§ Task instructions: Go through the records and copy each line where the string "userSpaceOnUse" occurs.

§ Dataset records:
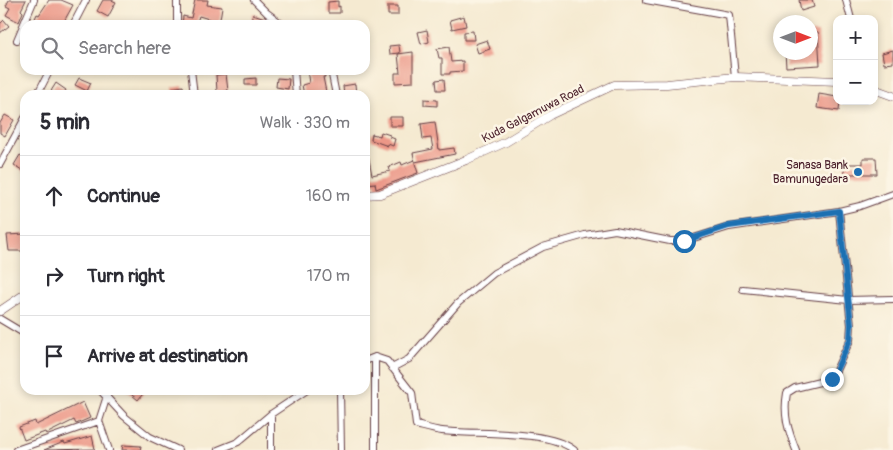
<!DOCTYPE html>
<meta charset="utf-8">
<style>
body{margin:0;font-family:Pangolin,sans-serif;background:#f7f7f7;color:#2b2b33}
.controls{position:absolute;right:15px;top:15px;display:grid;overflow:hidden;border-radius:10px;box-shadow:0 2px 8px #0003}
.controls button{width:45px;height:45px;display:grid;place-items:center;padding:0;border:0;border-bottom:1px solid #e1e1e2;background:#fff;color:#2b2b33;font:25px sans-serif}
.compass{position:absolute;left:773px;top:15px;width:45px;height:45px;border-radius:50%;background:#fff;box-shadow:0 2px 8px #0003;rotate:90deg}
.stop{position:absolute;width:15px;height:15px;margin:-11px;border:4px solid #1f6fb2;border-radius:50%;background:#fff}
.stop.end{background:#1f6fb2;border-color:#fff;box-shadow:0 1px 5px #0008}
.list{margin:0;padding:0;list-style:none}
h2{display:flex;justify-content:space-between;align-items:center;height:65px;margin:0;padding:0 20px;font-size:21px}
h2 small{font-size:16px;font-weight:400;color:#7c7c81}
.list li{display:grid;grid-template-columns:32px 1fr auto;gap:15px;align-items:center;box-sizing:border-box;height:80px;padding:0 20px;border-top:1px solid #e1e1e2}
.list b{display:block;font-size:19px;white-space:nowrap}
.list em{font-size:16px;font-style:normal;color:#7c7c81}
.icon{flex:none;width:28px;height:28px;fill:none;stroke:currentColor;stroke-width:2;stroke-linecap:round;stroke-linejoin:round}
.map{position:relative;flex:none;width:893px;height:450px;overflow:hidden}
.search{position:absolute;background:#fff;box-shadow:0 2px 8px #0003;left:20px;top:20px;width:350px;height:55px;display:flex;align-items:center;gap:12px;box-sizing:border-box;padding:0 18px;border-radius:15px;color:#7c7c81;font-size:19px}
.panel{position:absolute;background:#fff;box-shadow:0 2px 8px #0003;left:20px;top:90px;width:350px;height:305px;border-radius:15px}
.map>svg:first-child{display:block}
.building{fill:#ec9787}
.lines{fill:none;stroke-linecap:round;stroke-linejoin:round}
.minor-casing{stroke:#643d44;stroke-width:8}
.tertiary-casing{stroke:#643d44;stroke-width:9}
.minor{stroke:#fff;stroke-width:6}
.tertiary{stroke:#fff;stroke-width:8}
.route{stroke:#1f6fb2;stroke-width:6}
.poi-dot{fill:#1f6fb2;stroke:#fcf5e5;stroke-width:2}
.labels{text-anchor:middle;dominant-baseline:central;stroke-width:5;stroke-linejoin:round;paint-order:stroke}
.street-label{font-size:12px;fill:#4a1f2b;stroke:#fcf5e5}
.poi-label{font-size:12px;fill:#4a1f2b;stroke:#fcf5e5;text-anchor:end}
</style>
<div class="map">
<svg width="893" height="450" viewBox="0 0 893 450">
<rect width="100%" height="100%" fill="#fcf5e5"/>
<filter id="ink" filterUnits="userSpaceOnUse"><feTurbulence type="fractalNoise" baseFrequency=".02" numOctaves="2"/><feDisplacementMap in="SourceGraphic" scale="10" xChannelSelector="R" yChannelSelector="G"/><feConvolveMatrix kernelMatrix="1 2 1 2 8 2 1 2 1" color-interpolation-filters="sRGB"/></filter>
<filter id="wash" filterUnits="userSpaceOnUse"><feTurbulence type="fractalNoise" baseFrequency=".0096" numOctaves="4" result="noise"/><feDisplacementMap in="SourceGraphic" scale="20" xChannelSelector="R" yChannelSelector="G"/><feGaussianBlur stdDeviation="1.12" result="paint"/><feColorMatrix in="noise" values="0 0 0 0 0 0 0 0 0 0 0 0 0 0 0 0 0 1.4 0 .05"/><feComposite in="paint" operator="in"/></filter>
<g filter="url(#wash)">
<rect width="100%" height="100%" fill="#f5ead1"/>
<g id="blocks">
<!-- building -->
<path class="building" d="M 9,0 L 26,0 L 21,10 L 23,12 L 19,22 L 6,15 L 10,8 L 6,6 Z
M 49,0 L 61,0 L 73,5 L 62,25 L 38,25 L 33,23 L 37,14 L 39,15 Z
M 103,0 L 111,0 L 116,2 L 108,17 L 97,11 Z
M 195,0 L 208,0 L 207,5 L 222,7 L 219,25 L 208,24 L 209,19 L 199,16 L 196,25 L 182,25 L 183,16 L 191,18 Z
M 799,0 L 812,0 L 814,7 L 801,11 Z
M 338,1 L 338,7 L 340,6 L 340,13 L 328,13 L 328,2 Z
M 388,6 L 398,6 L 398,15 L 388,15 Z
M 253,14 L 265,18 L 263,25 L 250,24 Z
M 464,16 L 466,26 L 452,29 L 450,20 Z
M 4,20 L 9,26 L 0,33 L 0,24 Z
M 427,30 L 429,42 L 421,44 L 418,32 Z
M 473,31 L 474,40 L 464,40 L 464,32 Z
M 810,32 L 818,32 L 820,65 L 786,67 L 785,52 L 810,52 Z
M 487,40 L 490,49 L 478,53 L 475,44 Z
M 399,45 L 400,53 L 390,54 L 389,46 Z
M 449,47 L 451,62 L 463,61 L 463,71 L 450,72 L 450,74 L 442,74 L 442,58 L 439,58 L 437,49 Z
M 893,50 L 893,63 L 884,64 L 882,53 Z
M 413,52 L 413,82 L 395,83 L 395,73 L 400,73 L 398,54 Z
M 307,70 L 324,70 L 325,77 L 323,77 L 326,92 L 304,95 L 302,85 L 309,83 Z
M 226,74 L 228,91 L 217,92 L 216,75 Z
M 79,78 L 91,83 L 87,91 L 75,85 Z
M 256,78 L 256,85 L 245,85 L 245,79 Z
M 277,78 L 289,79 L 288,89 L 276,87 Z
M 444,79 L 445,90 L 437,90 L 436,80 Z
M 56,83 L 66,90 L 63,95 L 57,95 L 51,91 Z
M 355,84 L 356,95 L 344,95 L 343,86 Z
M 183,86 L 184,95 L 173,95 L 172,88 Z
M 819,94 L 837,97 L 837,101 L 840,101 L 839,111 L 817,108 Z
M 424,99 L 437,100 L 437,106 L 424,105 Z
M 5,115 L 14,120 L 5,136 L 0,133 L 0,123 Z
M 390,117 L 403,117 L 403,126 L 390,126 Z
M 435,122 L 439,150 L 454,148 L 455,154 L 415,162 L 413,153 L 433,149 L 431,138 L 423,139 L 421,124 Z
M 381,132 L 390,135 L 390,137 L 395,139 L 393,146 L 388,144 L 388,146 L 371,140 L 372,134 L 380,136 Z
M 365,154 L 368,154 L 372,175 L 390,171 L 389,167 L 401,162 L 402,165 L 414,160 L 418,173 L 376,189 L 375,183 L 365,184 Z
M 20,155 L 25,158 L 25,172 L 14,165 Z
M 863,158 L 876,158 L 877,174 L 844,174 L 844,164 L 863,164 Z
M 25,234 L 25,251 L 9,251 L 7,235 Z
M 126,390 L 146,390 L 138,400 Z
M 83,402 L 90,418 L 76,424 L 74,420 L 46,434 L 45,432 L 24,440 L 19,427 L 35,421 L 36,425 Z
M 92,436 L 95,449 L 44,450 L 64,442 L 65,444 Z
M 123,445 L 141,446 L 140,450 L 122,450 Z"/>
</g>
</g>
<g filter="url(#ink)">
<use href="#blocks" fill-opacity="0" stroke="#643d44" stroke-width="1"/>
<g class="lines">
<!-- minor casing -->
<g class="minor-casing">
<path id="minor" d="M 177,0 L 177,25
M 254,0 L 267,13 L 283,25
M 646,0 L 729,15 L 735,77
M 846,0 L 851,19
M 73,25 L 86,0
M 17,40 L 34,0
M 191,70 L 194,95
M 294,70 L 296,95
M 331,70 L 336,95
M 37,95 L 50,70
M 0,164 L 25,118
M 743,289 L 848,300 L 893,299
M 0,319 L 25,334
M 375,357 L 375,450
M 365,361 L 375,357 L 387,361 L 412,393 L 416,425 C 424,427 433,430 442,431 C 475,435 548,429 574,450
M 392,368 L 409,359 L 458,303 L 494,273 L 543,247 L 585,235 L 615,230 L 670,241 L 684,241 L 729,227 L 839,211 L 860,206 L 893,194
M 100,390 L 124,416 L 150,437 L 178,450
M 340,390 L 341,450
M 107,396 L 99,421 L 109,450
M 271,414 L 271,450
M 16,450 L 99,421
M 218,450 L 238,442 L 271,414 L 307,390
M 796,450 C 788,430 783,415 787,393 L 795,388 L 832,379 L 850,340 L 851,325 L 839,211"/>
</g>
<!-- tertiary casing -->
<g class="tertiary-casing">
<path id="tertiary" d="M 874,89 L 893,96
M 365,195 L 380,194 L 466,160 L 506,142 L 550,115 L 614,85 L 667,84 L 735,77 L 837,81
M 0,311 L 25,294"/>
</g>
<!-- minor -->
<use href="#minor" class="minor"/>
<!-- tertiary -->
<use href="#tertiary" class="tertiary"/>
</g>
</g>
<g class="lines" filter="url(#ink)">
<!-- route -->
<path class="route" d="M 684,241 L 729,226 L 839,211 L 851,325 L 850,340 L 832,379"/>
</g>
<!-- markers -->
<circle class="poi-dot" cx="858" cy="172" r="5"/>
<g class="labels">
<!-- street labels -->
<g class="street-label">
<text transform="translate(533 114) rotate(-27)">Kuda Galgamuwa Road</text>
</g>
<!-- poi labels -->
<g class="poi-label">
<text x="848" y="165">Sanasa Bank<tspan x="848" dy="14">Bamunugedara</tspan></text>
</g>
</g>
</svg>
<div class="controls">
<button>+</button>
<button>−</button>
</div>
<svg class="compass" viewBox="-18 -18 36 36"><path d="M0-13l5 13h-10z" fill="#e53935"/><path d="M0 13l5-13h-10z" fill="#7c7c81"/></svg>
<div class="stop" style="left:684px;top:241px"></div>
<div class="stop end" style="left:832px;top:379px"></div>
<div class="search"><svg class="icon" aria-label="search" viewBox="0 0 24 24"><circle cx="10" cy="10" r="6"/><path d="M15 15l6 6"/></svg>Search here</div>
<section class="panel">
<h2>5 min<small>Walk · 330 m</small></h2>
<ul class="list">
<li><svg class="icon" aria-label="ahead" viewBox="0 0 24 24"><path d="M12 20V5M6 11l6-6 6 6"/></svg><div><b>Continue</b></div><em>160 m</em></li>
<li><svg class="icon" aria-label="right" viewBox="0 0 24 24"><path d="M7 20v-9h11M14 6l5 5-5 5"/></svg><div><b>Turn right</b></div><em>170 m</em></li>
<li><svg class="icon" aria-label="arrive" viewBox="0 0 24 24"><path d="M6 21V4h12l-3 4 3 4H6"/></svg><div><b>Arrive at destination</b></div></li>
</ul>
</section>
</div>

§ Answer space:
<filter id="ink" filterUnits="userSpaceOnUse"><feTurbulence type="fractalNoise" baseFrequency=".02" numOctaves="2"/><feDisplacementMap in="SourceGraphic" scale="10" xChannelSelector="R" yChannelSelector="G"/><feConvolveMatrix kernelMatrix="1 2 1 2 8 2 1 2 1" color-interpolation-filters="sRGB"/></filter>
<filter id="wash" filterUnits="userSpaceOnUse"><feTurbulence type="fractalNoise" baseFrequency=".0096" numOctaves="4" result="noise"/><feDisplacementMap in="SourceGraphic" scale="20" xChannelSelector="R" yChannelSelector="G"/><feGaussianBlur stdDeviation="1.12" result="paint"/><feColorMatrix in="noise" values="0 0 0 0 0 0 0 0 0 0 0 0 0 0 0 0 0 1.4 0 .05"/><feComposite in="paint" operator="in"/></filter>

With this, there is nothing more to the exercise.